The result is surprisingly good - application tests all possible combinations of colors and alphas and the numbfer of those that differ from the floating-point calculations (which I treat as valid) is below 1% (total number of combinations is 4 294 967 296):

Total differences: 4959508 (0%)

The popular optimization for alpha blending is achieved by replacing (* 255, / 255) operations with, respectively (<< 8, >> 8), which equals to (* 256, / 256). Since we need to multiply and divide by 255 and not 256, the price for optimization is decrease in precision.

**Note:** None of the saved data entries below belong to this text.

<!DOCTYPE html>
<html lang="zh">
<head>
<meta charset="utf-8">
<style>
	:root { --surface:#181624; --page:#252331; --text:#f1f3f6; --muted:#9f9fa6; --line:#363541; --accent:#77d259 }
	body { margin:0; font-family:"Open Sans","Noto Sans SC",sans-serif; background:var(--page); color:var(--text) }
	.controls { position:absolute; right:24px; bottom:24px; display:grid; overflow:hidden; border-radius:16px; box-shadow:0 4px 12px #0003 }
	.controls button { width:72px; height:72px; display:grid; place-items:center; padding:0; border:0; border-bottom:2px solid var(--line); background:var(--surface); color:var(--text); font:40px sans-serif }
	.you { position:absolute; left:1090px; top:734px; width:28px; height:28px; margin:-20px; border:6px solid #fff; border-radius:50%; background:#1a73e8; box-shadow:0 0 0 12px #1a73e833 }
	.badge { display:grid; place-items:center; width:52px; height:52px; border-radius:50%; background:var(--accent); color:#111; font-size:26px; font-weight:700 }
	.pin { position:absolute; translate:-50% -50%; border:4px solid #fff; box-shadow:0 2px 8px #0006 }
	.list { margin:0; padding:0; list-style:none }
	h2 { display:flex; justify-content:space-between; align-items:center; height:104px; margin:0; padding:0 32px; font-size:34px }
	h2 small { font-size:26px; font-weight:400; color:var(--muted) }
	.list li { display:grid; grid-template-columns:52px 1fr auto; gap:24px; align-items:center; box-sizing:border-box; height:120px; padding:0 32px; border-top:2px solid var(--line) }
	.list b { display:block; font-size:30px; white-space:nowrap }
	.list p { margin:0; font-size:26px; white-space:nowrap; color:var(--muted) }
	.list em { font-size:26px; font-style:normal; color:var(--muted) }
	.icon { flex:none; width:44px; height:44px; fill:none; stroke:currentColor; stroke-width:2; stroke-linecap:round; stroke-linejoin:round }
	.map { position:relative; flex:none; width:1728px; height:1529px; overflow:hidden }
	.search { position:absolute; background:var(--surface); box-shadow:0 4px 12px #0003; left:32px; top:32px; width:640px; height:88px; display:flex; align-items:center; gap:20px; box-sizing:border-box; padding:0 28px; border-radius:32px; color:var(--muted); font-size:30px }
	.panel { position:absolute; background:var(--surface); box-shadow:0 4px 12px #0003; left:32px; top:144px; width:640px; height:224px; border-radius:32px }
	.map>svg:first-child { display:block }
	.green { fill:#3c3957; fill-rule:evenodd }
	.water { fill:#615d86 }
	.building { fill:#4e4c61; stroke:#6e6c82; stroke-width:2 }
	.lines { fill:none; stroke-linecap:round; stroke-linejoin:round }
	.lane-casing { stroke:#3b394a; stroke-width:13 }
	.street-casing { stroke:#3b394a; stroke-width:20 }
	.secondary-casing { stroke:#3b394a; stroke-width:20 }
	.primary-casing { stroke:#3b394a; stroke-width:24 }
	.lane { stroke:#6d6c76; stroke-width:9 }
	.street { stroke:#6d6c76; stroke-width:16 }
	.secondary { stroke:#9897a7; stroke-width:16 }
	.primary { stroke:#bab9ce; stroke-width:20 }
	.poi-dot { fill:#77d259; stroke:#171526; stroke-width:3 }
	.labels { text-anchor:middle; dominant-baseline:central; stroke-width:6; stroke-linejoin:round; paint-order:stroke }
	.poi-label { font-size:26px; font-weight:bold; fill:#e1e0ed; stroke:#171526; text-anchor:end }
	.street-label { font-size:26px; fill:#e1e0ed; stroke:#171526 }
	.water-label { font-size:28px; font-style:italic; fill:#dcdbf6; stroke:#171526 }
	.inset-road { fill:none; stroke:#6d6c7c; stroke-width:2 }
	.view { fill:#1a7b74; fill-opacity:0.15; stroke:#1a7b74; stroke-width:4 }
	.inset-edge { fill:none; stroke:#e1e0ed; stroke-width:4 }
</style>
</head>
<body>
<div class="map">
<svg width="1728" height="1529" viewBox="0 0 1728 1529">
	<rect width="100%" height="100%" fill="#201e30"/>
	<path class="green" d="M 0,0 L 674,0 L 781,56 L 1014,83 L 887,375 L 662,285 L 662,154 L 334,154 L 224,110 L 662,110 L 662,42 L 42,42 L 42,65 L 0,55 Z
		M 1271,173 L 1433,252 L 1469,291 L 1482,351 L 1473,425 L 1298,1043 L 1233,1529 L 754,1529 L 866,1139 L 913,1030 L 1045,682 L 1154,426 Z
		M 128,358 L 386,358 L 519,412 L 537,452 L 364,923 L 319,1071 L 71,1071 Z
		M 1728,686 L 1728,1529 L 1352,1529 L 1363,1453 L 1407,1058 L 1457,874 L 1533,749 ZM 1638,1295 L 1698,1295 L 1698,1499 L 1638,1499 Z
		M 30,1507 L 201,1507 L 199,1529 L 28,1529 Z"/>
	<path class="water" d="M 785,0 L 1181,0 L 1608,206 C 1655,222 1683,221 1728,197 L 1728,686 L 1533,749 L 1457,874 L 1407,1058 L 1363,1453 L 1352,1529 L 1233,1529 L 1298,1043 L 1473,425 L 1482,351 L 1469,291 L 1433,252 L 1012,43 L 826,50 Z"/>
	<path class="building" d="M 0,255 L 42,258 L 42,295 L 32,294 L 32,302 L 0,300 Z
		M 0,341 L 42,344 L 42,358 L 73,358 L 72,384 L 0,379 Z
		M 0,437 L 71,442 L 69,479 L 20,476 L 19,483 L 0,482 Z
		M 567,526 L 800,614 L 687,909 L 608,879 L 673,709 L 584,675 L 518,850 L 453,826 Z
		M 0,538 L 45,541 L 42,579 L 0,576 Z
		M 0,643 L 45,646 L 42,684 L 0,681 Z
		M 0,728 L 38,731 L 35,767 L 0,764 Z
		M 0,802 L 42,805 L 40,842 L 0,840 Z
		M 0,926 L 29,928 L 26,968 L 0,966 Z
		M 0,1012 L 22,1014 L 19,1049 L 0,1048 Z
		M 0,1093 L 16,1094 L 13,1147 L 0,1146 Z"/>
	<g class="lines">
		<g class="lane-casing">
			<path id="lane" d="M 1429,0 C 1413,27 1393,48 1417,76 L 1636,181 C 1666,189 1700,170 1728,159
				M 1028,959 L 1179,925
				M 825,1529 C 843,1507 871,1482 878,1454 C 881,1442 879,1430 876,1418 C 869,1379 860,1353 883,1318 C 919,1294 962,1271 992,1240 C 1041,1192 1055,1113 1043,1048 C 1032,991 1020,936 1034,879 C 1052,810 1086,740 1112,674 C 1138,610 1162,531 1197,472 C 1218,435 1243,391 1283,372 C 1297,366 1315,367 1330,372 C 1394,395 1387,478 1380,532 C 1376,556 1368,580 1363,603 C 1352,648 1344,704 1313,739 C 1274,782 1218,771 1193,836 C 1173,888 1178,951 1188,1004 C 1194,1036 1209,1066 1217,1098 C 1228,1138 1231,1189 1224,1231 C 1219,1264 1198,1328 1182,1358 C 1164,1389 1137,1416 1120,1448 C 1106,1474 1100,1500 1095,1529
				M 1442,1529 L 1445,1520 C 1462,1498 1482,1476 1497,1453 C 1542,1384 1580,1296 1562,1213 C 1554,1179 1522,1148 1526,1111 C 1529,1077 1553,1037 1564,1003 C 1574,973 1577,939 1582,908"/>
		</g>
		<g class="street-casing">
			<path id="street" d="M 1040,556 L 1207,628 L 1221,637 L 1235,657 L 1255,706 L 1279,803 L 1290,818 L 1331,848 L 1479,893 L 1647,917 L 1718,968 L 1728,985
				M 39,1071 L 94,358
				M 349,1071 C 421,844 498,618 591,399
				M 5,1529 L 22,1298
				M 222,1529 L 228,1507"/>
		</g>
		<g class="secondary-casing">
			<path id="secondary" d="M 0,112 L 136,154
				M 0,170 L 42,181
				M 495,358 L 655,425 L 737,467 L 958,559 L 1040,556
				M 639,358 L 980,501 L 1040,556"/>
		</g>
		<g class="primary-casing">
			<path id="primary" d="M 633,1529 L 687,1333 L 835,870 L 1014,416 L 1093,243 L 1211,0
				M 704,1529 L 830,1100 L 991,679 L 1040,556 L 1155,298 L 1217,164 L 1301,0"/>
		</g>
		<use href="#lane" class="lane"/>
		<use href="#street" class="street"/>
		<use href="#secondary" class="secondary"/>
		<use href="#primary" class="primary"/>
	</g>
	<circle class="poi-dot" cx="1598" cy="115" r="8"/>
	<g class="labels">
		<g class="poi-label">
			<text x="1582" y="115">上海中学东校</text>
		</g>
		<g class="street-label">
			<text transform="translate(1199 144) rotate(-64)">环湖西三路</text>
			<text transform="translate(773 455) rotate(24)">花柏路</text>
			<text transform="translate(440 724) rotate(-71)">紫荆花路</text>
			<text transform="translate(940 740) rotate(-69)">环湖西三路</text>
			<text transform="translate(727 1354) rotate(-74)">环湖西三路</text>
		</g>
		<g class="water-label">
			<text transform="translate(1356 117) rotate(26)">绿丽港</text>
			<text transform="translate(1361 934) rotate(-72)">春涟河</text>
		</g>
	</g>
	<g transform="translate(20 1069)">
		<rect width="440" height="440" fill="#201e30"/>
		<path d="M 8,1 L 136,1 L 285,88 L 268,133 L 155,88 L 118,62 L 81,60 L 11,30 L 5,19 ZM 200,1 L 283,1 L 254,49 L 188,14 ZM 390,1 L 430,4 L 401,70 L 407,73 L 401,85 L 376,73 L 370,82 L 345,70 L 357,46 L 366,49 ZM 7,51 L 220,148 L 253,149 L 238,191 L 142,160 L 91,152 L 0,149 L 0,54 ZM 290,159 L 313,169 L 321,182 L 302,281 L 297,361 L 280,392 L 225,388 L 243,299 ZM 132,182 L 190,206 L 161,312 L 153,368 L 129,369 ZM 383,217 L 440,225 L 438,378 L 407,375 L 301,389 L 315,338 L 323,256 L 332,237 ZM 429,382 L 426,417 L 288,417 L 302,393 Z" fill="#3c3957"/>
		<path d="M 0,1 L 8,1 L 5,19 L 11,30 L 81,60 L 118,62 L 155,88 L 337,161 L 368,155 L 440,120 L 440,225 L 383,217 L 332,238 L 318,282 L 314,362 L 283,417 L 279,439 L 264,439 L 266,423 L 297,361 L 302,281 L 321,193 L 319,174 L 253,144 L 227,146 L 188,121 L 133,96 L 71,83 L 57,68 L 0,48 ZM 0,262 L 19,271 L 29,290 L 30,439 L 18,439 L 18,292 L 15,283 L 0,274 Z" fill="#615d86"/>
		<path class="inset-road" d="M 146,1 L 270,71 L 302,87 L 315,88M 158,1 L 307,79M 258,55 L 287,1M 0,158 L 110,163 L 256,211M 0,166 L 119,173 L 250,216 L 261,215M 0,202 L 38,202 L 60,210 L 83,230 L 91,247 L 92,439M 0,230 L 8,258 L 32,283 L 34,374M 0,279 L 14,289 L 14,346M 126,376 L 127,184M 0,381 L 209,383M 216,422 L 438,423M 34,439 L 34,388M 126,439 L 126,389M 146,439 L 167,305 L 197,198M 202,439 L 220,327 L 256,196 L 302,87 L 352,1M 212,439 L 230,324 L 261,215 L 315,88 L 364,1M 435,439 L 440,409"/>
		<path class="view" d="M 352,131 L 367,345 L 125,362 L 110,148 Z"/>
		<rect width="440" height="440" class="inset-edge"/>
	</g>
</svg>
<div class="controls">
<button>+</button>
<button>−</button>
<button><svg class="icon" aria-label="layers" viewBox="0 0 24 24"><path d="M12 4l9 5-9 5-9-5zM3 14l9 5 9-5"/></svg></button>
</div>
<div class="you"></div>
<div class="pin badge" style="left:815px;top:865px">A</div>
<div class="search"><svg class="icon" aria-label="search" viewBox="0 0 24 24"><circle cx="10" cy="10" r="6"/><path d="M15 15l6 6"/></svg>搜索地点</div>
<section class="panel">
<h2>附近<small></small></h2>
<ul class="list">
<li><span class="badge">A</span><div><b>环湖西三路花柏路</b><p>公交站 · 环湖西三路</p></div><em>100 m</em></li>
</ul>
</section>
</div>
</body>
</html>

The bad news is that number of incorrect results increases dramatically, but the good news is that the error still does not exceed unit value of alpha and color:

int intResultAlpha = (((baseAlpha + targetAlpha) << 8) - targetAlpha * baseAlpha);
int intResultColor;
if (intResultAlpha > 0)
{
    unsigned int divisor = intResultAlpha;

    unsigned int baseAR = baseAlpha * baseColor;
    intResultColor = (((targetAlpha * targetColor + baseAR) << 8) - (baseAR * targetAlpha)) / divisor;
}
else
{
    intResultColor = 0;
}

intResultAlpha = intResultAlpha >> 8;
Total differences: 1218912093 (28%)

So now:

  • If you care about precise results, pick the slow, but accurate floating point solution (remember to keep alpha value in [0.0f..1.0f] range, NOT [0.0f..255.0f]!
  • If you want faster, but (negligibly) less accurate solution, pick the integer solution with divisions and multiplications by 255.
  • If you want even faster, but noticably less accurate solution (though still not by naked eye), pick the bit-shift solution.
  • If you want even faster solution, pick one of those and optimize them further (ideas include attempts to merge two channels in one 64-bit int and attempt to process two channels at once - improvement by noticeable 33% or implementing the code in assembler, using various extensions such as MMX).

If you decide to pick the last solution, don't forget to post another answer here - I'm sure everyone will benefit from having a fast alpha-blending algorithm.